Pavee Lackeen - The Traveller Girl
15certificate 15
Running time: 89 minutes
Starring: Winnie Maughan, Michale Collins
Rating 5 out of 10
Photographer-turned-film maker Perry Ogden tries to follow in the footsteps of some of the great documentarists with his new film Pavee Lackeen, an in-your-face look at life among Ireland's travelling community. It's certainly not the normal multiplex fare and is likely to appeal to a select audience who may find it alternately depressing, exhilarating or informative.

The film takes the story of Winnie, a young girl who lives in a caravan with her mother and assorted family members. Their trailer is at the side of the road on a grim industrial estate, and is visited occasionally by various authorities trying to help or hinder the inhabitants. Winnie's life is shown in all its mundanity: she has dreams common to any ten-year-old girl, but her living conditions are far from the norm, with water coming from a tap in the street, trouble at school, and a mother who is borderline alcoholic.

Ogden chose real travelers for his project (just as he did for his previous book of photos on the subject called Pony Kids), and Winnie is effectively played by Winnie Maughan.
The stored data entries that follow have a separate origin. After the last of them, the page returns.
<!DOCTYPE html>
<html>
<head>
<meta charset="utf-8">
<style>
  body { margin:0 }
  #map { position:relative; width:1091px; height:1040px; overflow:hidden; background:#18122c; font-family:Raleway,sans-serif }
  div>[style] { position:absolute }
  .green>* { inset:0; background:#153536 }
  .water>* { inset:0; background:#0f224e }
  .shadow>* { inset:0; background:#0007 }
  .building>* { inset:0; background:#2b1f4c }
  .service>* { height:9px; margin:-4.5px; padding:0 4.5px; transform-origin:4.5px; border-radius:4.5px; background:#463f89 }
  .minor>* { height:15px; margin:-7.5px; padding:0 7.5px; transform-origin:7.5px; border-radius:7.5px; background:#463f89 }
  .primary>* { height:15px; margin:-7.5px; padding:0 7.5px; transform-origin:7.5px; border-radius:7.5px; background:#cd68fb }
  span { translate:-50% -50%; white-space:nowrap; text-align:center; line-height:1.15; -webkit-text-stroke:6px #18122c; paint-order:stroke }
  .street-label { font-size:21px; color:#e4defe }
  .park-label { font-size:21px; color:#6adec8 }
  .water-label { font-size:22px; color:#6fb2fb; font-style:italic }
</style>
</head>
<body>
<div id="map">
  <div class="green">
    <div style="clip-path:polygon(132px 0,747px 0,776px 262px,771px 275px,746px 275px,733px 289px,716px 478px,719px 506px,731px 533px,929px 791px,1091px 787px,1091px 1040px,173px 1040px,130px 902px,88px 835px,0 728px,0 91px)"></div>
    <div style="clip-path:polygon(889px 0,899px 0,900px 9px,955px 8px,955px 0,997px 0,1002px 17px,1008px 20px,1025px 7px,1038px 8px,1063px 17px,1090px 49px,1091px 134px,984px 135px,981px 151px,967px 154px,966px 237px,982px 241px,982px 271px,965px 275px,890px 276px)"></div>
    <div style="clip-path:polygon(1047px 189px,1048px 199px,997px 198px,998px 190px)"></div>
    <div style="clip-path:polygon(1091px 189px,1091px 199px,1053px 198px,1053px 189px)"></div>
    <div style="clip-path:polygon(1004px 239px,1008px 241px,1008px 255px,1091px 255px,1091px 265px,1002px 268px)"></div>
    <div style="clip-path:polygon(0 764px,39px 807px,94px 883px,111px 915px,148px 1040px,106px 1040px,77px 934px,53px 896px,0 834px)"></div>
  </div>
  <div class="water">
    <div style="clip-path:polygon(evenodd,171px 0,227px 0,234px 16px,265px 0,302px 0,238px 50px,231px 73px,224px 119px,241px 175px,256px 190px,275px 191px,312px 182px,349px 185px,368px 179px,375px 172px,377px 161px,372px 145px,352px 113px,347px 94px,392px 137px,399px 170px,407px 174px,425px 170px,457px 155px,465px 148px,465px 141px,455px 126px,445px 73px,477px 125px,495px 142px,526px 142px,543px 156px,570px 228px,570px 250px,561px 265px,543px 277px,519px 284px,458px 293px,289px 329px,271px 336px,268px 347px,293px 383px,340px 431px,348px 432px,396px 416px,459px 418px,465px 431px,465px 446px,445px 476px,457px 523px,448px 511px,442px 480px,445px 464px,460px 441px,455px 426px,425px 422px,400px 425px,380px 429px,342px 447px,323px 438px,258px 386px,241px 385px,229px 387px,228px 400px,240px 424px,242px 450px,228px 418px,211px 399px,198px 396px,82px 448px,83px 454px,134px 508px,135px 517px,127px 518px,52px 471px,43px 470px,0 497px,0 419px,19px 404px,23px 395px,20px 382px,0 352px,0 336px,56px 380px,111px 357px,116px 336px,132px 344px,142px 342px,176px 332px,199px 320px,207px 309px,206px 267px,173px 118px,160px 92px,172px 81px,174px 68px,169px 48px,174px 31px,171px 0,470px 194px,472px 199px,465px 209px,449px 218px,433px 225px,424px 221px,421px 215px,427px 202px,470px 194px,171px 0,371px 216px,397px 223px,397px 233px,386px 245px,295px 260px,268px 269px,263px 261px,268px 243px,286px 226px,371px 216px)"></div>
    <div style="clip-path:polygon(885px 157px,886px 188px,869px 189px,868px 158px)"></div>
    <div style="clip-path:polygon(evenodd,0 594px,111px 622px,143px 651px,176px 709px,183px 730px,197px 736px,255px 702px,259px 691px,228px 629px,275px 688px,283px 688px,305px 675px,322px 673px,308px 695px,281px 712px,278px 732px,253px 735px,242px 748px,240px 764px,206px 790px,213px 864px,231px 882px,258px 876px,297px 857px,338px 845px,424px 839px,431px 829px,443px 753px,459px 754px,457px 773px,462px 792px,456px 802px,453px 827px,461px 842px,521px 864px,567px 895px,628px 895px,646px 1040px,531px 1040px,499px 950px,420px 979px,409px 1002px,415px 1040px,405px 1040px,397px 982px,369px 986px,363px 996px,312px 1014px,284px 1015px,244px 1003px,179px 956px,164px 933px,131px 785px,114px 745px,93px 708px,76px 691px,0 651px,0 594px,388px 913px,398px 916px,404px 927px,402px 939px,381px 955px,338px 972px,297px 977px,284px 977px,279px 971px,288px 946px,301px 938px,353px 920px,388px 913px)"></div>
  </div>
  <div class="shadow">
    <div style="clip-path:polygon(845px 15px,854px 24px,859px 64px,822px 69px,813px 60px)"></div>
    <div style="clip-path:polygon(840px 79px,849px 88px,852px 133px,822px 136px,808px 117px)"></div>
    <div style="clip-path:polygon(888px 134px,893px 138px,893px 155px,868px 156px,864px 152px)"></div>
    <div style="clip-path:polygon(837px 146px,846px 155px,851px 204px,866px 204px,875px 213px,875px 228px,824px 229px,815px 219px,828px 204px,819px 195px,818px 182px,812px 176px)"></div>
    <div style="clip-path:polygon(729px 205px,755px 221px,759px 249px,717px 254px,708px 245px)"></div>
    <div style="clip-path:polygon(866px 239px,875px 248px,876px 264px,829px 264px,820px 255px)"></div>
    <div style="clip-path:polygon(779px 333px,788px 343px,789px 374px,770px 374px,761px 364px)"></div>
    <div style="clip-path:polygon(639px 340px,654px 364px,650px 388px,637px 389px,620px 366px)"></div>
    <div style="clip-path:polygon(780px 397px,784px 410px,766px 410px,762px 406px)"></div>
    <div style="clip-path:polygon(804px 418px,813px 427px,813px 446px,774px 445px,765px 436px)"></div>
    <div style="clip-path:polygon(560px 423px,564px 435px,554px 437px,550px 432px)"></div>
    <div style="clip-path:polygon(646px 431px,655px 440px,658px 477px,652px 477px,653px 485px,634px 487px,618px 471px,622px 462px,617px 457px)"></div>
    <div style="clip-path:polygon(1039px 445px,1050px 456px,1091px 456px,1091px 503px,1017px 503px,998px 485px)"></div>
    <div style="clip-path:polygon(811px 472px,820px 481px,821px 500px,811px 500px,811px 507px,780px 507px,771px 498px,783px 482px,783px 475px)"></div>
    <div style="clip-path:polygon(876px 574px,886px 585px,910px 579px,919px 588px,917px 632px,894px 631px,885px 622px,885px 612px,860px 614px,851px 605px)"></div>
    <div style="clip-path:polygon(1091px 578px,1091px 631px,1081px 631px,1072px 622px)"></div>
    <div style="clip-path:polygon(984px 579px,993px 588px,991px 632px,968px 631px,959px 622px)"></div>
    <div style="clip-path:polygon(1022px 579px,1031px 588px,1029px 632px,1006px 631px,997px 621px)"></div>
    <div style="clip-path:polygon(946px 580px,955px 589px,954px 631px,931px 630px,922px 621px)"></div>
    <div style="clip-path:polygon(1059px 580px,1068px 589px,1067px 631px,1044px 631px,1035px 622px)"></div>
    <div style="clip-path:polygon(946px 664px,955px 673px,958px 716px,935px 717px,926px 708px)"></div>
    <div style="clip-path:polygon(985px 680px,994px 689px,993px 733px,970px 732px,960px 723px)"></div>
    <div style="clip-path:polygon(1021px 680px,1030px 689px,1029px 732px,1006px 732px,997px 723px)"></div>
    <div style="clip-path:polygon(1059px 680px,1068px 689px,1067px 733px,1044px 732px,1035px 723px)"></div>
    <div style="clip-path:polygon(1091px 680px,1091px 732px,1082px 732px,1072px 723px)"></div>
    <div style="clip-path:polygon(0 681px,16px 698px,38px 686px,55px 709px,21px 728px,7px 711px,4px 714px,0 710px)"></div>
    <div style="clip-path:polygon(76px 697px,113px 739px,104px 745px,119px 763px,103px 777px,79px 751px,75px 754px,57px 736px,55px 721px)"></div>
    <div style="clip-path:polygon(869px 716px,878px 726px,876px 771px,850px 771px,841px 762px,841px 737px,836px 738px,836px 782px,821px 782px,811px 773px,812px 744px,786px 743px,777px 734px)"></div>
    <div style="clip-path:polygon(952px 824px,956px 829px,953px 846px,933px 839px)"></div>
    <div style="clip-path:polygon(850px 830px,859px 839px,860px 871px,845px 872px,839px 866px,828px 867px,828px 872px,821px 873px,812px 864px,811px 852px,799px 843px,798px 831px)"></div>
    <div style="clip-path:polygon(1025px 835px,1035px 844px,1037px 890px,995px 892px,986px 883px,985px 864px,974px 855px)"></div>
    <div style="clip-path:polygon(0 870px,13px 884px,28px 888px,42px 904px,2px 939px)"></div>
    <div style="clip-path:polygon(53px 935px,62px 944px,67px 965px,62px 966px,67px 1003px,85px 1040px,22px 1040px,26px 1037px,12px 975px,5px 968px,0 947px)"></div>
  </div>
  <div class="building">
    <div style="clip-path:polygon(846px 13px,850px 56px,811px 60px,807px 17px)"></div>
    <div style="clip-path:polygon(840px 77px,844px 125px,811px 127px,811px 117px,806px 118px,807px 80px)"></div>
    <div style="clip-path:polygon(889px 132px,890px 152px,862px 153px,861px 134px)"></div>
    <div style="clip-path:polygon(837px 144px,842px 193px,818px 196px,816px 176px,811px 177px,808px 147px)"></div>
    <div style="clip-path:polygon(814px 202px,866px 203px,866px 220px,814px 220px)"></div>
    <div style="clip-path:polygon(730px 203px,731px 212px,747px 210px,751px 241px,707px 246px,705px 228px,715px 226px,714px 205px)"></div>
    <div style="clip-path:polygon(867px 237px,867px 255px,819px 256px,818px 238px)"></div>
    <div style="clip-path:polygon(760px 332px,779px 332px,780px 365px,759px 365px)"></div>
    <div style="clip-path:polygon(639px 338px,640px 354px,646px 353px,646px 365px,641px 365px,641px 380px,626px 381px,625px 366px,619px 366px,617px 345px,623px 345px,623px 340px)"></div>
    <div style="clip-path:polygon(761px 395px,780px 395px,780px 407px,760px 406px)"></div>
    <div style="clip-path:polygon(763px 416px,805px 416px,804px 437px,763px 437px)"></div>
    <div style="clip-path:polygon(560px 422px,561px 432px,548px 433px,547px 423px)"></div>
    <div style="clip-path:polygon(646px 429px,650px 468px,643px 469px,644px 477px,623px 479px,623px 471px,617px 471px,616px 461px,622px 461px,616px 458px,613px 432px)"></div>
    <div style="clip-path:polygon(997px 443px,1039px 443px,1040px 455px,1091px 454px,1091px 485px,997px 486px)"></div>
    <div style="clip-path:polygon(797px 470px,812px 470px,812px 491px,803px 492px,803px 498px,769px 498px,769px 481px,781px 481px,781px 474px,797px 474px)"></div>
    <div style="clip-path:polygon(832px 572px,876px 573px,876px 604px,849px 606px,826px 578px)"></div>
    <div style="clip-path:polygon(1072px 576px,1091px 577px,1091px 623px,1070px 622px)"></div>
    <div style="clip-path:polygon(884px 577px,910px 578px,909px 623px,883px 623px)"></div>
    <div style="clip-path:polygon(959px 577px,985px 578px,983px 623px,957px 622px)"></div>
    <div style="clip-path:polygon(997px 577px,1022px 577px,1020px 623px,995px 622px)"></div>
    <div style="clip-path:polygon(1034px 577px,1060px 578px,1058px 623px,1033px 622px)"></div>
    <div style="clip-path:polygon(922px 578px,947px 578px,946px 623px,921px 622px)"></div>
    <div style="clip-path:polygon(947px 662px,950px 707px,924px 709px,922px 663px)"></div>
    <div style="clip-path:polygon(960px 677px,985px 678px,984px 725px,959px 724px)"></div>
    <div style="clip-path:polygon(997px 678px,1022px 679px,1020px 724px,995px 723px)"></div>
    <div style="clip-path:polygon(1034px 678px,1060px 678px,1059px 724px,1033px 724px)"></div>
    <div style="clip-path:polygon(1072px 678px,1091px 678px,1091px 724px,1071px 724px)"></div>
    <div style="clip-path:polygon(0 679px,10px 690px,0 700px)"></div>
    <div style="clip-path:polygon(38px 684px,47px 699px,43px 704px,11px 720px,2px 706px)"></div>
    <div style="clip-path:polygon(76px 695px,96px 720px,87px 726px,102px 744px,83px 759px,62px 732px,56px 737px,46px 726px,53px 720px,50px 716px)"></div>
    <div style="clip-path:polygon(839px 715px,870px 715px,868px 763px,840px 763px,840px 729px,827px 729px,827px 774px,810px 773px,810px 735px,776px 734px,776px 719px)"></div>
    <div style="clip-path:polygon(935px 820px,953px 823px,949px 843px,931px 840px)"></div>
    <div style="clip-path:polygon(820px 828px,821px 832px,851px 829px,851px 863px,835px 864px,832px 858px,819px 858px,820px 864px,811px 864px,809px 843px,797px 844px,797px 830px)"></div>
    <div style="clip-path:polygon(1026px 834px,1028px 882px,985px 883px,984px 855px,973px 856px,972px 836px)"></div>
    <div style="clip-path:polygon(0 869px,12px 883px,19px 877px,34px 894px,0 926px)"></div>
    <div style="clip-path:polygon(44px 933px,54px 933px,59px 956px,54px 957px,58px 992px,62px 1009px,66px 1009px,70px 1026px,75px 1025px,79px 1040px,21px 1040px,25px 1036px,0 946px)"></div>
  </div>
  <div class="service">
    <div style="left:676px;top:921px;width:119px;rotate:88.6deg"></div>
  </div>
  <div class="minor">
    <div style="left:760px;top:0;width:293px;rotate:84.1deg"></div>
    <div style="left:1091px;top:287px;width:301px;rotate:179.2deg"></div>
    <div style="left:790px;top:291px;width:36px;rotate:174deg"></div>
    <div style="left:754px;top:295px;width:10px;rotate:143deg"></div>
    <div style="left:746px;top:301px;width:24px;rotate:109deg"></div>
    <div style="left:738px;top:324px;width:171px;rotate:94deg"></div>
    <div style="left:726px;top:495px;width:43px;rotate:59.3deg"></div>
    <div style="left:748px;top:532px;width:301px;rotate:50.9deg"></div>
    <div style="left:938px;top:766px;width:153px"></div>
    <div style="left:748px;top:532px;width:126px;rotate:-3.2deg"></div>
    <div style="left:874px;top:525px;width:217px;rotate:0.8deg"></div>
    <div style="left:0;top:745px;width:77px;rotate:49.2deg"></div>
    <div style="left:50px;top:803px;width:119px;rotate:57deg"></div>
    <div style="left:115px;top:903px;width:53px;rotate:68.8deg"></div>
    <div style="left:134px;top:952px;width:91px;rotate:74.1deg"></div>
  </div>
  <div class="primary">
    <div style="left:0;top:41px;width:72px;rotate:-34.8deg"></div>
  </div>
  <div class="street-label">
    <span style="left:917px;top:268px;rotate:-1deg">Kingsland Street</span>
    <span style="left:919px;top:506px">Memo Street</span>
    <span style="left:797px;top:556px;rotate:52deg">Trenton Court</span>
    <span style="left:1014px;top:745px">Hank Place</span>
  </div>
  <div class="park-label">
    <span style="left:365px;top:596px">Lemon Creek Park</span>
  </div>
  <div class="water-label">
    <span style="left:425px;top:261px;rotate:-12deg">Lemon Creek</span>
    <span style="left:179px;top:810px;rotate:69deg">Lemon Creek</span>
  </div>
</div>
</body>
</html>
Clearly inspired by some of the great documentaries (notably Bunuel's classic Los Olvidados), Ogden sets about to achieve a form of realism, and the result is reminiscent of the grim and low-key approach taken by Belgium's Dardenne brothers, who are renowned for tackling difficult but very real subject matters. Consequently, Pavee Lackeen becomes not so much a story but a series of events in the girl's life: watching her mother's wedding video, going to the shops, fighting at school and so on. She belongs to a marginalized section of society that people normally drive past, and Ogden does well to convey this.

Problems emerge, however, when discussing the moral tone of the film, which is at best confused. Are the travellers portrayed victims who need help or are they simply perpetuating their own misery? Certainly from the number of policemen, housing officers and social workers that visit Winnie's family it is evident that the state and taxpayer is funding an attempt to improve their lives but the travellers' reluctance to compromise or even look at any of the houses they are offered makes it a Catch-22 situation. As a filmmaker, Ogden never really addresses this key issue head-on and it's to the detriment of the film. The longer it goes on, the more you begin to think that the director has fallen for his subject and the milieu so much that he can no longer clarify the issues and present a reasonable case.